(Stored data)
◇ ◇ ◇
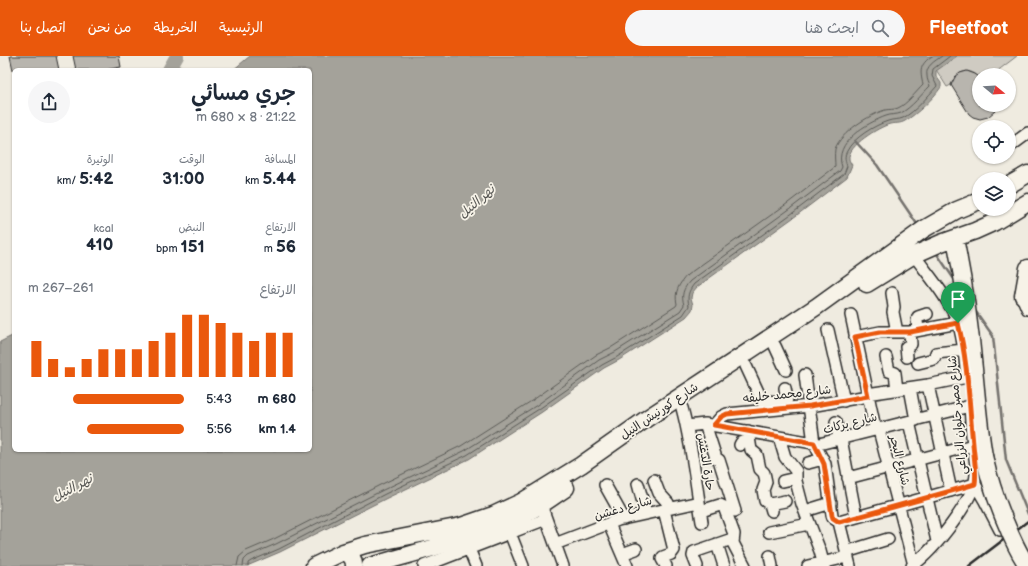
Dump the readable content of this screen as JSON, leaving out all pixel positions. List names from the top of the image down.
{
  "streets": {
    "highway": ["شارع كورنيش النيل"],
    "street": [
      "شارع محمد خليفه",
      "شارع مصر حلوان الزراعي",
      "شارع بركات",
      "شارع البحر",
      "حارة الدغش",
      "شارع دغشن"
    ]
  },
  "crossings": [
    ["شارع محمد خليفه", "شارع مصر حلوان الزراعي"],
    ["شارع محمد خليفه", "شارع بركات"],
    ["شارع محمد خليفه", "شارع البحر"],
    ["شارع كورنيش النيل", "شارع مصر حلوان الزراعي"],
    ["شارع كورنيش النيل", "حارة الدغش"],
    ["شارع مصر حلوان الزراعي", "شارع بركات"],
    ["شارع مصر حلوان الزراعي", "شارع البحر"],
    ["شارع بركات", "شارع البحر"],
    ["شارع بركات", "حارة الدغش"],
    ["حارة الدغش", "شارع دغشن"]
  ],
  "water": ["نهر النيل"],
  "north": "right",
  "page": {
    "header": "Fleetfoot",
    "search": "ابحث هنا",
    "nav": [
      "الرئيسية",
      "الخريطة",
      "من نحن",
      "اتصل بنا"
    ],
    "heading": ["جري مسائي", "21:22 · 8 × 680 m"],
    "stats": [
      ["المسافة", "5.44 km"],
      ["الوقت", "31:00"],
      ["الوتيرة", "5:42 /km"],
      ["الارتفاع", "56 m"],
      ["النبض", "151 bpm"],
      ["kcal", "410"]
    ],
    "chart": ["الارتفاع", "261–267 m"],
    "list": [
      {
        "name": "680 m",
        "note": "5:43"
      },
      {
        "name": "1.4 km",
        "note": "5:56"
      }
    ]
  }
}
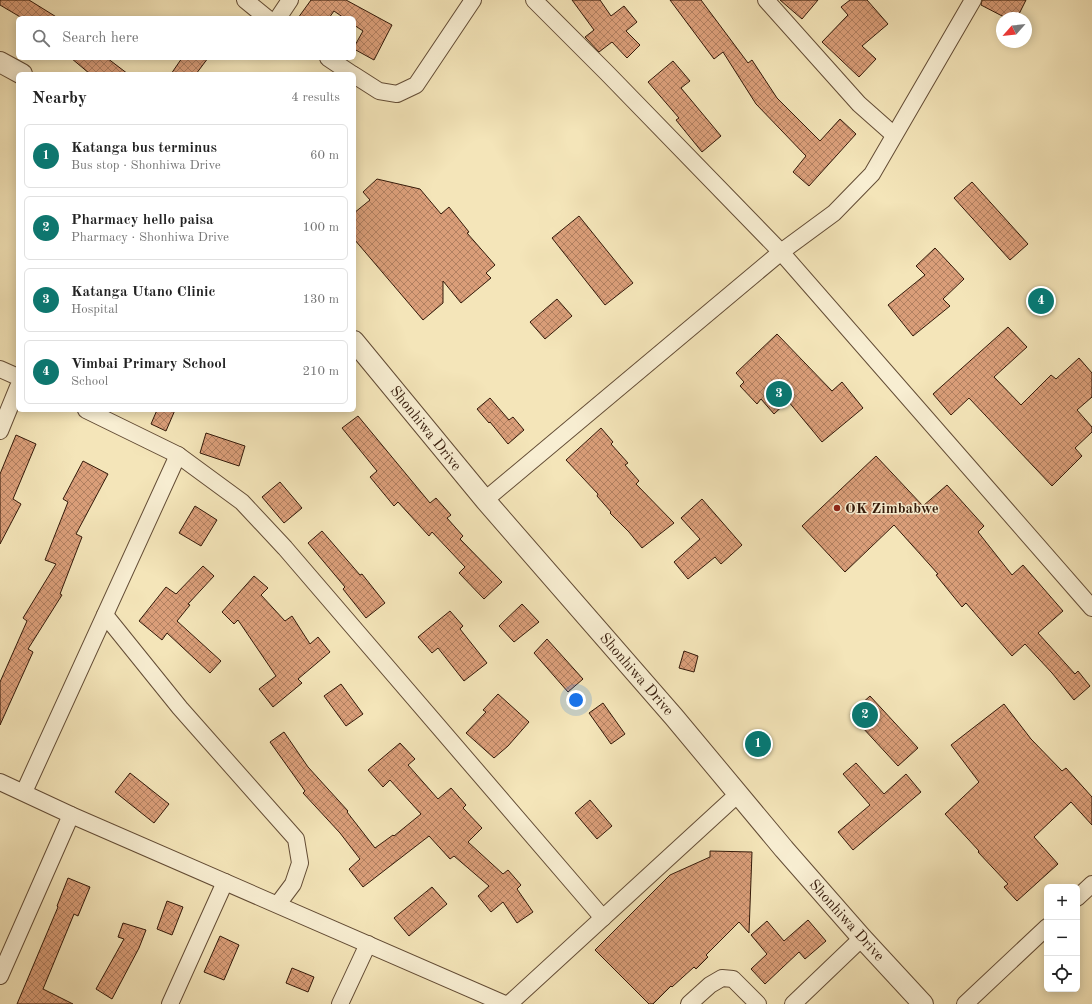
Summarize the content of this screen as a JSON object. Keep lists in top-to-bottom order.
{
  "streets": {
    "street": ["Shonhiwa Drive"]
  },
  "places": ["OK Zimbabwe"],
  "north": "bottom left",
  "page": {
    "search": "Search here",
    "heading": ["Nearby", "4 results"],
    "list": [
      {
        "mark": "1",
        "name": "Katanga bus terminus",
        "note": "Bus stop · Shonhiwa Drive",
        "value": "60 m"
      },
      {
        "mark": "2",
        "name": "Pharmacy hello paisa",
        "note": "Pharmacy · Shonhiwa Drive",
        "value": "100 m"
      },
      {
        "mark": "3",
        "name": "Katanga Utano Clinic",
        "note": "Hospital",
        "value": "130 m"
      },
      {
        "mark": "4",
        "name": "Vimbai Primary School",
        "note": "School",
        "value": "210 m"
      }
    ],
    "pins": [
      "4",
      "3",
      "2",
      "1"
    ],
    "map_buttons": ["+", "−"]
  }
}
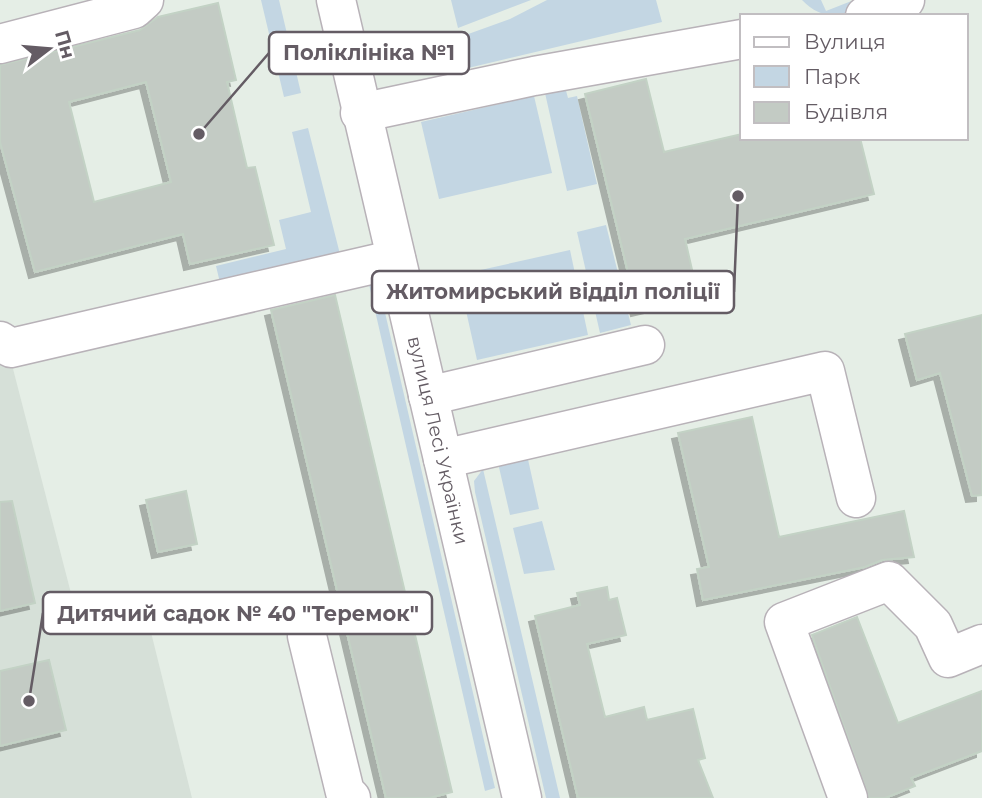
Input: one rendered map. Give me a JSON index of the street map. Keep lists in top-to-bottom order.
{
  "streets": {
    "street": ["вулиця Лесі Українки"]
  },
  "places": ["Поліклініка №1", "Житомирський відділ поліції", "Дитячий садок № 40 \"Теремок\""],
  "legend": ["Вулиця", "Парк", "Будівля"],
  "north": "right"
}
◇ ◇ ◇
WHAT YOU WILL DO:
Could you copy exactly the lines from the one containing "Input: one rendered" through the end of the records above, and nothing more?

ANSWER TO THIS PROBLEM:
Input: one rendered map. Give me a JSON index of the street map. Keep lists in top-to-bottom order.
{
  "streets": {
    "street": ["вулиця Лесі Українки"]
  },
  "places": ["Поліклініка №1", "Житомирський відділ поліції", "Дитячий садок № 40 \"Теремок\""],
  "legend": ["Вулиця", "Парк", "Будівля"],
  "north": "right"
}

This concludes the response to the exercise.